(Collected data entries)
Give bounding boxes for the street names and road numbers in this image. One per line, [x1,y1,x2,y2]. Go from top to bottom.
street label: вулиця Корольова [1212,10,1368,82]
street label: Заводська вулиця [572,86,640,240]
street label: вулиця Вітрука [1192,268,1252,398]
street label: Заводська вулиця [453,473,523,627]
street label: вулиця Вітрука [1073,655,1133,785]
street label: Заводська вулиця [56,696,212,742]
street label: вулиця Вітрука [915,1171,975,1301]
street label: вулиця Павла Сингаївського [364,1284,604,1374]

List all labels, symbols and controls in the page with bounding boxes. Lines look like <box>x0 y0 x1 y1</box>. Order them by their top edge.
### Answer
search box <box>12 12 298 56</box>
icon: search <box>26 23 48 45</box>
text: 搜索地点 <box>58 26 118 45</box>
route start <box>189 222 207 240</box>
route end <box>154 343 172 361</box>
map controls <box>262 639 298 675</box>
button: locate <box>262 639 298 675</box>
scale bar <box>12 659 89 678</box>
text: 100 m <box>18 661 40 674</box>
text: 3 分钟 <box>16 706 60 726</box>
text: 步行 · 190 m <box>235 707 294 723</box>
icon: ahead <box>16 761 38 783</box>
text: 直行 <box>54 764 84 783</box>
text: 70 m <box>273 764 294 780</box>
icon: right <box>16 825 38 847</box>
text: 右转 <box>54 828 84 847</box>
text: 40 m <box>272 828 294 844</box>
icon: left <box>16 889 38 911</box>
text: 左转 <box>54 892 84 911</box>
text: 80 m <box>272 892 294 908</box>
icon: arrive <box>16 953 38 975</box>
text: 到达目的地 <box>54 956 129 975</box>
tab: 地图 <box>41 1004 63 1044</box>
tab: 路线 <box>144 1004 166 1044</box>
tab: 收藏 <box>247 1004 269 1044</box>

**Directions:**
Exact copies of all the entries above are to be printed.

**Task output:**
Give bounding boxes for the street names and road numbers in this image. One per line, [x1,y1,x2,y2]. Go from top to bottom.
street label: вулиця Корольова [1212,10,1368,82]
street label: Заводська вулиця [572,86,640,240]
street label: вулиця Вітрука [1192,268,1252,398]
street label: Заводська вулиця [453,473,523,627]
street label: вулиця Вітрука [1073,655,1133,785]
street label: Заводська вулиця [56,696,212,742]
street label: вулиця Вітрука [915,1171,975,1301]
street label: вулиця Павла Сингаївського [364,1284,604,1374]

List all labels, symbols and controls in the page with bounding boxes. Lines look like <box>x0 y0 x1 y1</box>. Order them by their top edge.
### Answer
search box <box>12 12 298 56</box>
icon: search <box>26 23 48 45</box>
text: 搜索地点 <box>58 26 118 45</box>
route start <box>189 222 207 240</box>
route end <box>154 343 172 361</box>
map controls <box>262 639 298 675</box>
button: locate <box>262 639 298 675</box>
scale bar <box>12 659 89 678</box>
text: 100 m <box>18 661 40 674</box>
text: 3 分钟 <box>16 706 60 726</box>
text: 步行 · 190 m <box>235 707 294 723</box>
icon: ahead <box>16 761 38 783</box>
text: 直行 <box>54 764 84 783</box>
text: 70 m <box>273 764 294 780</box>
icon: right <box>16 825 38 847</box>
text: 右转 <box>54 828 84 847</box>
text: 40 m <box>272 828 294 844</box>
icon: left <box>16 889 38 911</box>
text: 左转 <box>54 892 84 911</box>
text: 80 m <box>272 892 294 908</box>
icon: arrive <box>16 953 38 975</box>
text: 到达目的地 <box>54 956 129 975</box>
tab: 地图 <box>41 1004 63 1044</box>
tab: 路线 <box>144 1004 166 1044</box>
tab: 收藏 <box>247 1004 269 1044</box>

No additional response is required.